• WHAT THIS TASK INVOLVES: Show, in full, each line of the data that contains "Road".

• THE DATA:
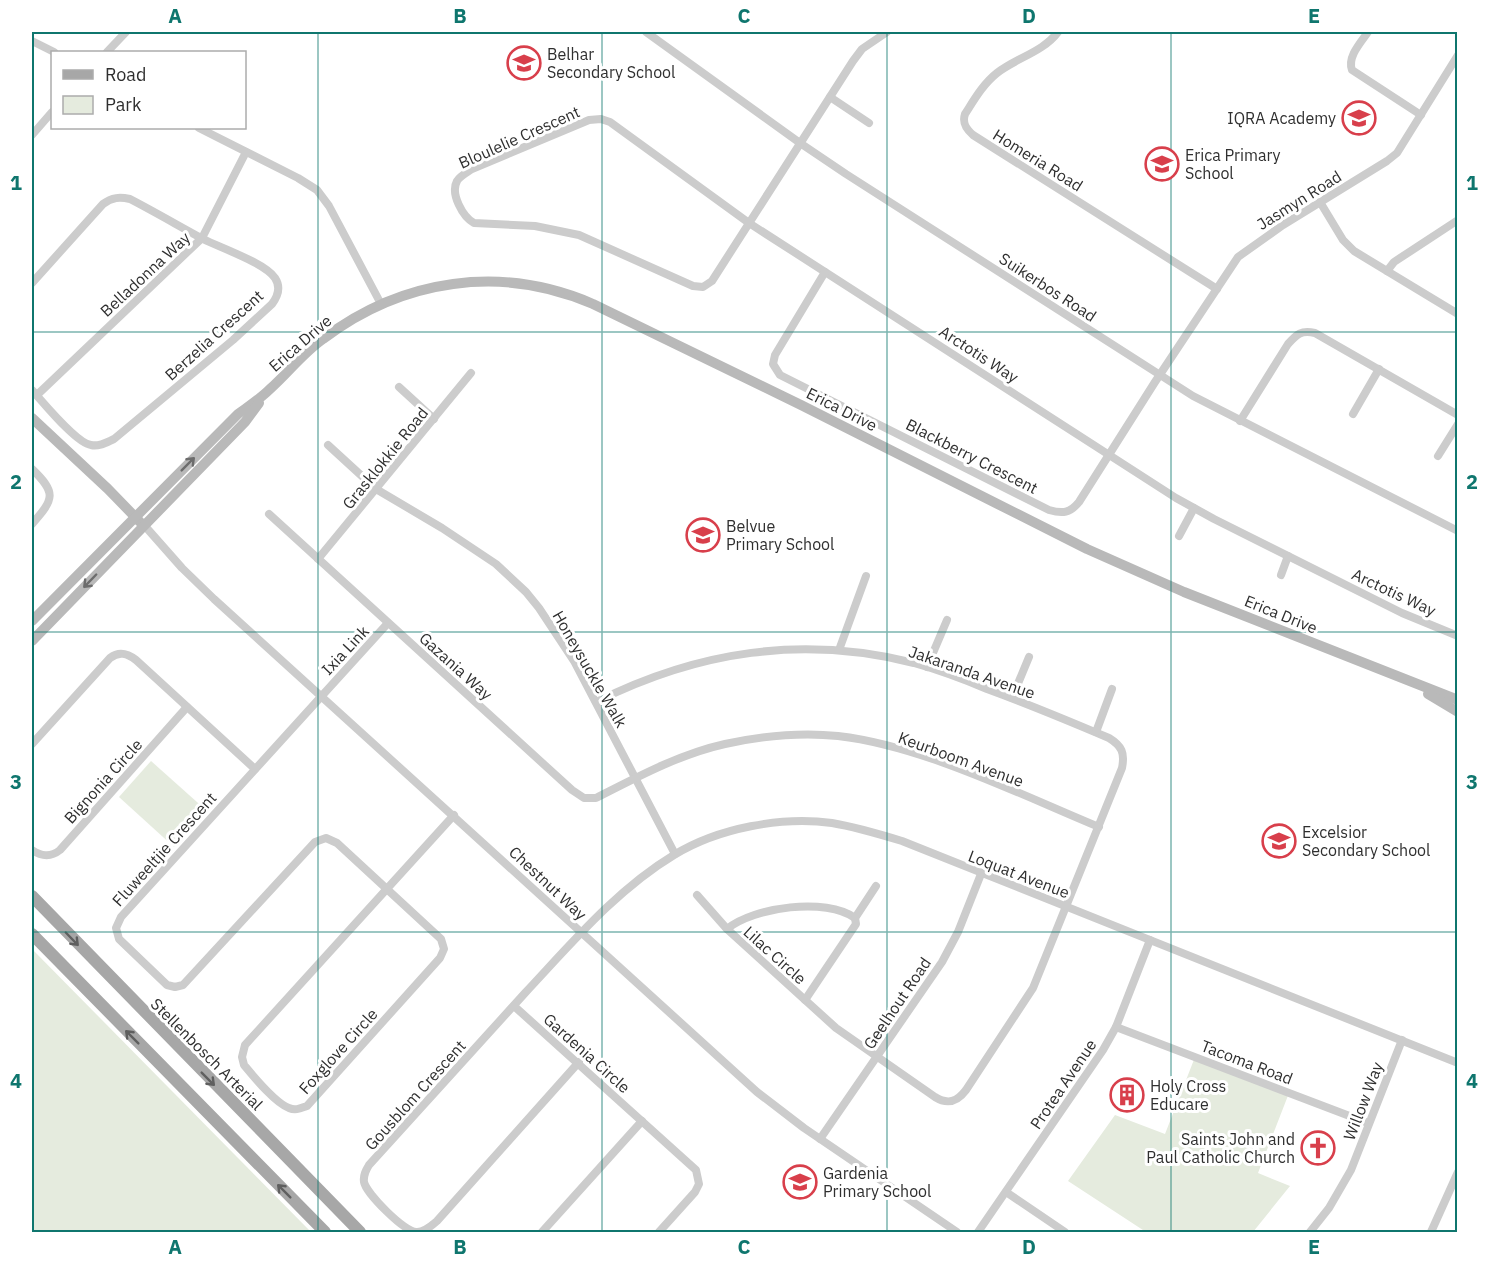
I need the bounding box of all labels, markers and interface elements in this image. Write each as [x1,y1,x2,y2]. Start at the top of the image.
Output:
text: A [168,2,182,29]
text: B [453,2,467,29]
text: C [737,2,751,29]
text: D [1022,2,1036,29]
text: E [1308,2,1320,29]
place label: Belhar Secondary School [547,44,675,82]
school or university icon: Belhar Secondary School [506,45,542,81]
legend [51,51,246,129]
text: Road [105,63,146,86]
text: Park [105,93,142,116]
school or university icon: IQRA Academy [1341,100,1377,136]
street label: Bloulelie Crescent [455,101,583,173]
place label: IQRA Academy [1227,108,1336,128]
street label: Homeria Road [989,124,1087,196]
place label: Erica Primary School [1185,145,1281,183]
school or university icon: Erica Primary School [1144,146,1180,182]
street label: Jasmyn Road [1253,166,1345,234]
text: 1 [10,169,22,196]
text: 1 [1466,169,1478,196]
street label: Belladonna Way [96,227,194,321]
street label: Suikerbos Road [996,248,1100,326]
street label: Berzelia Crescent [161,286,267,384]
street label: Erica Drive [264,310,336,376]
street label: Arctotis Way [936,321,1022,387]
street label: Erica Drive [803,383,881,435]
street label: Grasklokkie Road [338,403,432,513]
street label: Blackberry Crescent [903,414,1041,498]
one-way arrow [181,457,196,472]
text: 2 [10,468,22,495]
text: 2 [1466,468,1478,495]
place label: Belvue Primary School [726,516,834,554]
school or university icon: Belvue Primary School [685,517,721,553]
street label: Arctotis Way [1349,564,1439,620]
one-way arrow [83,574,97,589]
street label: Erica Drive [1242,590,1320,638]
street label: Honeysuckle Walk [548,607,632,732]
street label: Ixia Link [317,621,373,679]
street label: Gazania Way [415,628,497,704]
street label: Jakaranda Avenue [906,641,1038,703]
street label: Keurboom Avenue [896,727,1027,791]
street label: Bignonia Circle [60,734,146,828]
text: 3 [10,768,22,795]
text: 3 [1466,768,1478,795]
street label: Fluweeltjie Crescent [108,788,220,910]
place label: Excelsior Secondary School [1302,822,1430,860]
school or university icon: Excelsior Secondary School [1261,823,1297,859]
street label: Chestnut Way [505,842,591,924]
street label: Loquat Avenue [966,846,1073,903]
street label: Lilac Circle [739,922,811,989]
one-way arrow [65,931,79,946]
street label: Geelhout Road [859,953,935,1053]
street label: Stellenbosch Arterial [147,994,267,1114]
street label: Foxglove Circle [294,1004,382,1098]
street label: Gardenia Circle [539,1009,635,1097]
one-way arrow [125,1030,140,1045]
street label: Protea Avenue [1026,1035,1101,1133]
street label: Tacoma Road [1198,1035,1296,1089]
street label: Gousblom Crescent [360,1036,470,1154]
street label: Willow Way [1339,1059,1387,1143]
text: 4 [10,1067,22,1094]
text: 4 [1466,1067,1478,1094]
one-way arrow [201,1071,215,1086]
place label: Holy Cross Educare [1150,1076,1226,1114]
building icon: Holy Cross Educare [1109,1077,1145,1113]
place label: Saints John and Paul Catholic Church [1146,1129,1295,1167]
church icon: Saints John and Paul Catholic Church [1300,1130,1336,1166]
place label: Gardenia Primary School [823,1163,931,1201]
school or university icon: Gardenia Primary School [782,1164,818,1200]
one-way arrow [277,1183,292,1198]
text: A [168,1233,182,1260]
text: B [453,1233,467,1260]
text: C [737,1233,751,1260]
text: D [1022,1233,1036,1260]
text: E [1308,1233,1320,1260]

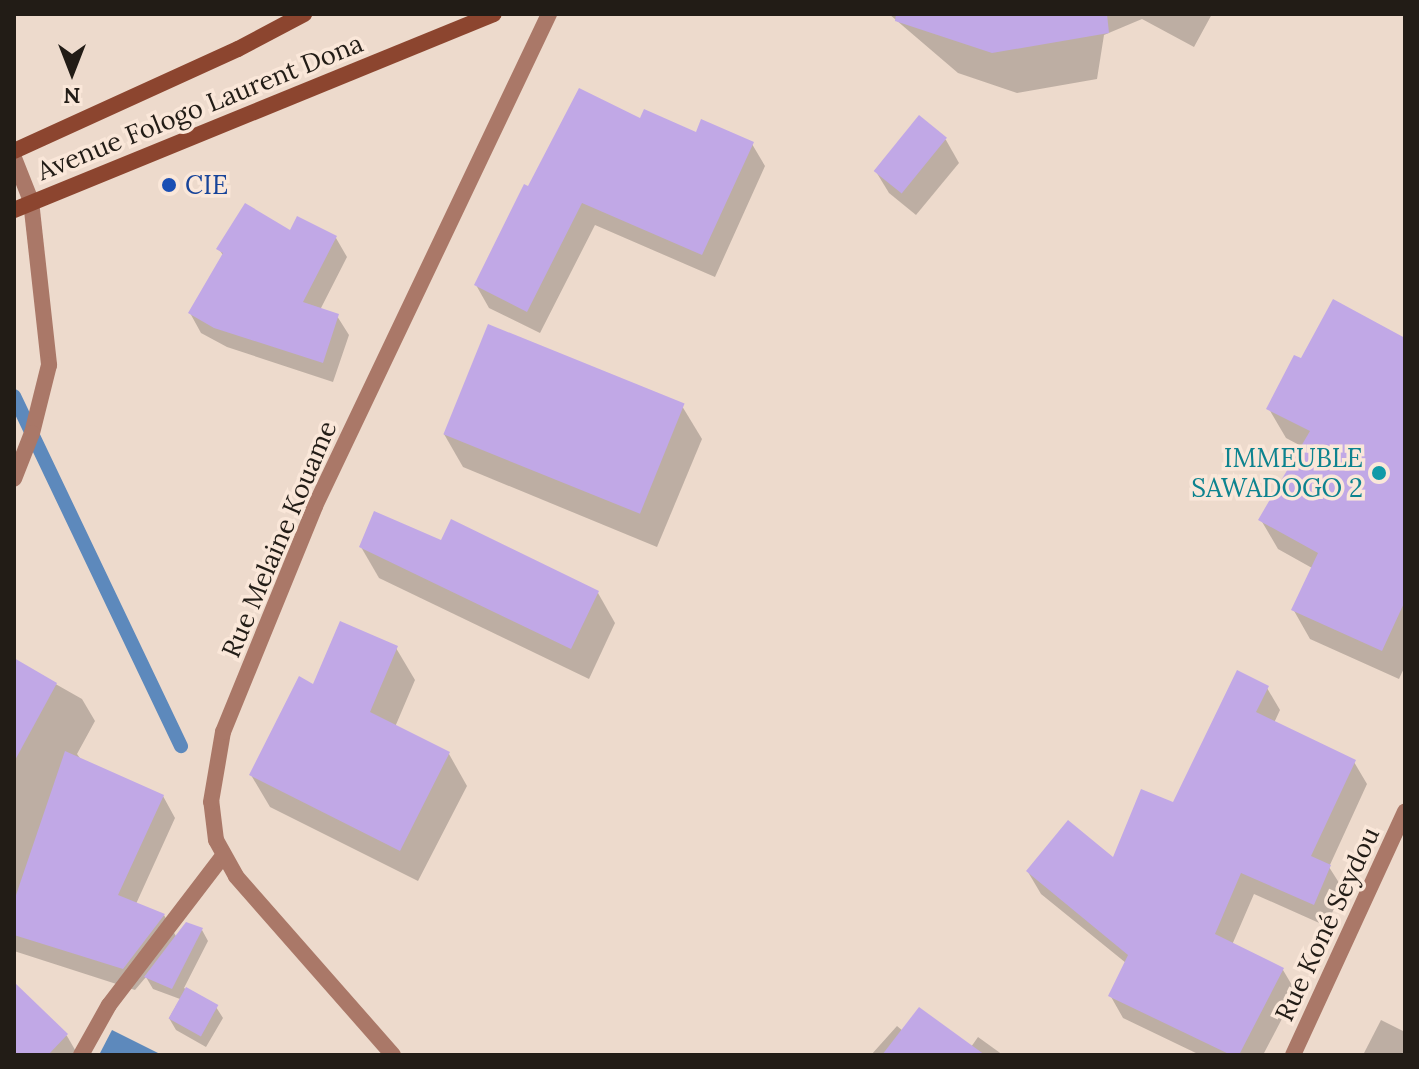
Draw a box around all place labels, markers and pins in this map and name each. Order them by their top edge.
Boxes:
place label: CIE [185,169,228,201]
marker: CIE [160,176,178,194]
place label: IMMEUBLE SAWADOGO 2 [1191,442,1363,504]
marker: IMMEUBLE SAWADOGO 2 [1370,464,1388,482]

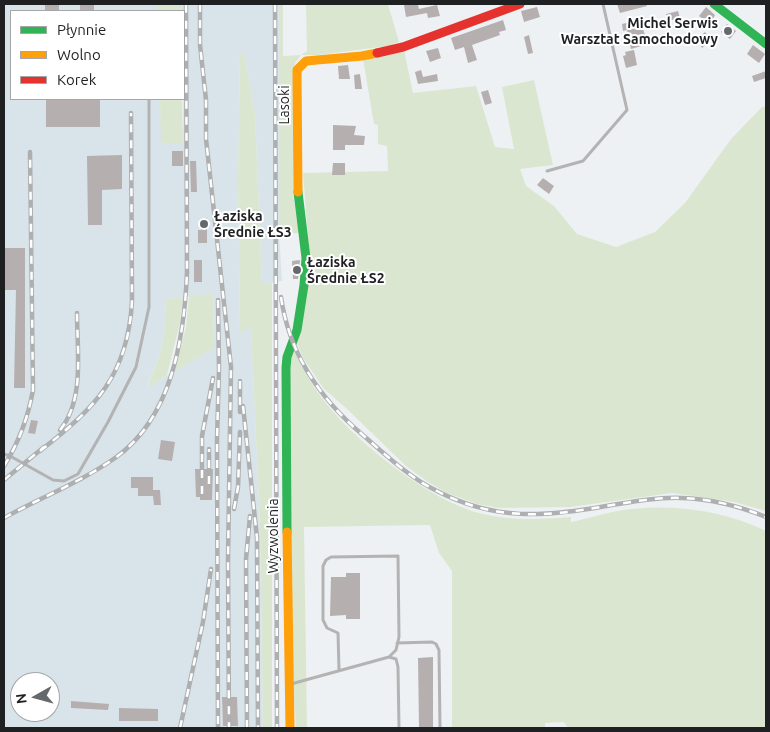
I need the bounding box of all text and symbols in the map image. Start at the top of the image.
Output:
legend [10,10,185,100]
place label: Michel Serwis Warsztat Samochodowy [561,15,718,48]
text: Płynnie [57,21,106,38]
marker: Michel Serwis Warsztat Samochodowy [722,25,734,37]
text: Wolno [57,46,101,63]
text: Korek [57,71,96,88]
street label: Lasoki [276,85,292,125]
place label: Łaziska Średnie ŁS3 [214,208,292,240]
marker: Łaziska Średnie ŁS3 [198,218,210,230]
place label: Łaziska Średnie ŁS2 [307,254,385,286]
marker: Łaziska Średnie ŁS2 [291,264,303,276]
street label: Wyzwolenia [265,498,281,574]
north arrow [10,672,60,722]
text: N [13,693,30,705]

• SOLUTION TO THE PROBLEM:
text: Road [105,63,146,86]
street label: Homeria Road [989,124,1087,196]
street label: Jasmyn Road [1253,166,1345,234]
street label: Suikerbos Road [996,248,1100,326]
street label: Grasklokkie Road [338,403,432,513]
street label: Geelhout Road [859,953,935,1053]
street label: Tacoma Road [1198,1035,1296,1089]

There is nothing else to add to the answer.